[conspire] The first rule ... & DNS & SOA serial numbers (everything(?) you [n]ever wanted to know about DNS SOA serial numbers, but were afraid to ask ; -))

Mon Mar 7 11:52:52 PST 2016

Quoting Michael Paoli (Michael.Paoli at cal.berkeley.edu):

> Yes, excellent point, need to *check*, and *verify*.

Yes, thank you:  That was my overriding point.  If the task is '[foo]
must happen', you're not done until you've shown [foo] happening.
Therefore, if the task is 'All my authoritative nameservers must respond
with this new value for a record', the necessary and logical last step
is to query those nameservers, and make sure your change actually went
out.

The Linux person in question (**COUGH** Ruben Safir **COUGH**) muffed
the S/N on a minor change.  When I as his DNS secondary informed him of
his S/N goof (not a very impressive turn of events, but stuff happens),
caught for me by logcheck, he wrote back shortly afterwards saying he'd
'fixed' it.  A brief check using dig showed that nothing had been fixed
_in real-world DNS results_.  Whatever it was that he 'fixed', it didn't
work -- which is also arguably in the 'stuff happens' category.  

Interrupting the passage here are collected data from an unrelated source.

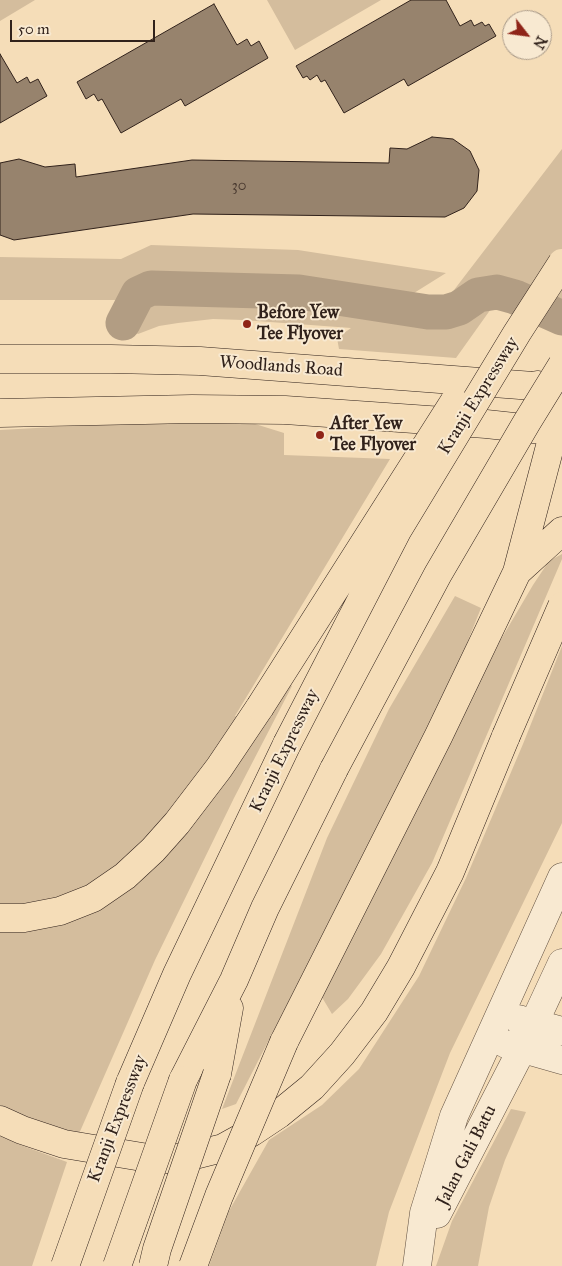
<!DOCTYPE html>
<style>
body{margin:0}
#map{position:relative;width:562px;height:1266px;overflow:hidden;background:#f5ddb8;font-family:"IM FELL Great Primer",serif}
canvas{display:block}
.north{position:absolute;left:502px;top:10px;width:50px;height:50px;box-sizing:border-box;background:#f8e9d1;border:1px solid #a89988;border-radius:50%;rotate:120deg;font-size:14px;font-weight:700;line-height:20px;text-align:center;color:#31221b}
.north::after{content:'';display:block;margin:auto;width:18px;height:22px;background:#8f2418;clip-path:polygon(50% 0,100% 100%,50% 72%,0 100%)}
.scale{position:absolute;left:10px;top:20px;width:145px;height:22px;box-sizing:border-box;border:2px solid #31221b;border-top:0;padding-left:6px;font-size:15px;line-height:18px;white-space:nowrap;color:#31221b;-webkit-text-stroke:4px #f8e9d1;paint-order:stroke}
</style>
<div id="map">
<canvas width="562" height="1266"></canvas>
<div class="north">N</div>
<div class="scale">50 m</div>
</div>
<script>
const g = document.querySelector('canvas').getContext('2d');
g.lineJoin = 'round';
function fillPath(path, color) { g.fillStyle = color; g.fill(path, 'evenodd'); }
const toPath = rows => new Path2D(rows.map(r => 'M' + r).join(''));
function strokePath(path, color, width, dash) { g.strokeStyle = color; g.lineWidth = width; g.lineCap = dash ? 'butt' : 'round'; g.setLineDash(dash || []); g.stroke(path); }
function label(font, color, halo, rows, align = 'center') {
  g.font = font + ' "IM FELL Great Primer",serif'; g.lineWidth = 4; g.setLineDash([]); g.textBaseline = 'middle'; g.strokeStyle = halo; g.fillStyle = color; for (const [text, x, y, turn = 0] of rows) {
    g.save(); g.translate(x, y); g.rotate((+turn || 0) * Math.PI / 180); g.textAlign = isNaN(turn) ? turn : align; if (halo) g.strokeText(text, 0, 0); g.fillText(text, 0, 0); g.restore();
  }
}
fillPath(toPath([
 [0,0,35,0,0,21],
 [267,0,381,0,295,50],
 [562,149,562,304,515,282,491,277,475,280,454,290],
 [151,245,298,250,446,273,414,293,293,278,158,274,130,285,121,300,0,300,0,257,121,259],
 [164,293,299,300,428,319,449,319,463,314,483,302,498,299,456,358,339,349,337,338,351,328,243,320,213,319,178,323,159,326,138,334,134,332,144,309,152,298],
 [161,421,252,423,284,433,284,455,390,459,235,716,256,729,287,682,292,686,234,798,155,960,78,1136,28,1120,0,1105,0,430],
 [562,554,562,559,432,863,381,954,348,999,332,1014,320,994,500,641,533,585,549,561],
 [455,596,481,608,461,658,428,730,236,1104,222,1109,327,838,389,709],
 [562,646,562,823,450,1053,389,1212,376,1266,209,1266,229,1211,269,1140,322,1105,359,1069,419,976,466,878,523,744],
 [511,1109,526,1112,505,1160,489,1207,478,1266,436,1266,452,1221],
 [0,1135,15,1143,67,1162,32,1266,0,1266]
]), '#d4bd9d');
strokePath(toPath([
 [123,323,138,294,151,288,299,292,428,312,446,312,459,308,478,295,497,292,515,297,562,318]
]), '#b29d83', 35);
const building = toPath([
 [411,0,446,0,460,26,471,20,474,26,482,22,485,26,489,24,496,36,408,86,404,79,344,113,325,80,321,82,317,75,310,80,307,76,303,78,296,66,411,0],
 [214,4,237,45,247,39,251,46,259,41,268,58,185,106,181,99,121,133,102,99,98,101,94,94,86,99,77,82,214,4],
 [0,54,17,83,27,77,30,83,38,79,47,96,0,123,0,54],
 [432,137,453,139,470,151,479,170,477,191,464,208,445,217,193,214,14,240,0,235,0,163,19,159,45,167,75,164,76,177,192,160,389,163,390,148,407,149,432,137]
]);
fillPath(building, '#97836d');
strokePath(building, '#31221b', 1);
const minor = toPath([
 [518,1019,562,1031],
 [506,1044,562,1060],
 [437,1214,522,1049,562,963],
 [417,1266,424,1213,454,1116,562,877]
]);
const major = toPath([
 [0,359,111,359,200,361,560,388],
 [0,413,192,409,285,410,486,424,562,432]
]);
const highway = toPath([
 [517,572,562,531],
 [0,918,24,918,60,911,93,898,125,876,153,850,177,823,219,768,260,707],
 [284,1042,439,735,517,572,554,431,549,400,537,385],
 [217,1074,229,1008],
 [183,1080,234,980,265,908,334,769],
 [130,1083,177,974,287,744],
 [0,1120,22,1130,64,1144,160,1160,191,1156,223,1148,252,1132,279,1114,312,1087,342,1054,374,1012,401,967,450,872,506,736]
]);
strokePath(minor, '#625142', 29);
strokePath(major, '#31221b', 29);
strokePath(highway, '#31221b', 29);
strokePath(minor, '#f8e9d1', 28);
strokePath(major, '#f5ddb8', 28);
strokePath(highway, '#f5ddb8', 28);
const highwayBridge = toPath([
 [260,707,454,402],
 [506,736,562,606],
 [287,744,397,531,517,333,562,263],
 [334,769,438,574,527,422,562,365],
 [65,1266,130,1083],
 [117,1266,183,1080],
 [153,1266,157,1249,217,1074],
 [193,1266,219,1196,284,1042]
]);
strokePath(highwayBridge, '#31221b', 29, []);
strokePath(highwayBridge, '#f5ddb8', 28);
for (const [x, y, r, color] of [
 [247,324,5,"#8f2418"],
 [320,435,5,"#8f2418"]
]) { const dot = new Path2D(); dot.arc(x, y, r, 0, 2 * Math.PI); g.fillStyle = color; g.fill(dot); strokePath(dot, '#f8e9d1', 2); }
label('15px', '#4a3a30', null, [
 ["30",239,186]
]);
label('bold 18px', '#31221b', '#f8e9d1', [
 ["Before Yew",257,314],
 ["Tee Flyover",257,335],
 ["After Yew",330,425],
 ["Tee Flyover",330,446]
], 'left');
label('18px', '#31221b', '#f8e9d1', [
 ["Woodlands Road",281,367,4],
 ["Kranji Expressway",479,396,-58],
 ["Kranji Expressway",285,751,-64],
 ["Kranji Expressway",118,1119,-69],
 ["Jalan Gali Batu",467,1156,-63]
]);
</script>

But what _was_ notable, and not a 'stuff happens' item, is that he
(obviously) didn't check actual DNS results.  And that is the First Rule:
If the task is that [foo] DNS should be published, then you're not done
until you've shown [foo] item being published.

This troubleshooting dictum applies strongly to every technical task,
not just DNS -- and it's a basic precept of test-driven development.
https://en.wikipedia.org/wiki/Test-driven_development

And it just means being results-oriented, frankly.  If Deirdre sends me
to the store for a bottle of milk, and I come back saying I'd seen and 
evaluated several bottles and several cartons of milk, but for various
reasons didn't buy one -- though I'd also observed a cow in a field on
the way home -- Deirdre would be justified in writing down on the Big
Whiteboard of Household Tasks:

Task:  Acquire bottle of milk:  FAILED

Then we refactor Rick and repeat.

> That means, e.g., using dig(1).  Just because one thinks the data is
> or looks right in the zone file doesn't mean it's being served up, or
> served up as expected.

Yes, and everyone who's done primary nameservice for more than about a
day learns this.  However, my point was that if you are mindful of the
First Rule, you don't even need to know that.  You'll hear 'I checked
the zonefile in vi', and immediately smell rodent.  You'll say 'Yes,
that's all very well, but looking at the zonefile is not checking DNS.
In order to check DNS, you have to, y'know, do DNS.'

> E.g. most DNS server software, when given a misconfigured
> zone file, will generally continue to serve the data they got from the
> zone file last time they successfully loaded it, and will ignore a bad
> zone file (and will typically complain about it to logging facility or
> log file).  If the DNS admin isn't paying attention, they could miss
> the fact that the updated zone file wasn't loaded at all due to some
> error it contains.

This is why it's useful for the task to include running
# tail -f $ZONENAME /var/log/daemon.log
Because since the task involves 'Nameserver daemon must load the zone',
you're not done until you've shown that it loads the zone.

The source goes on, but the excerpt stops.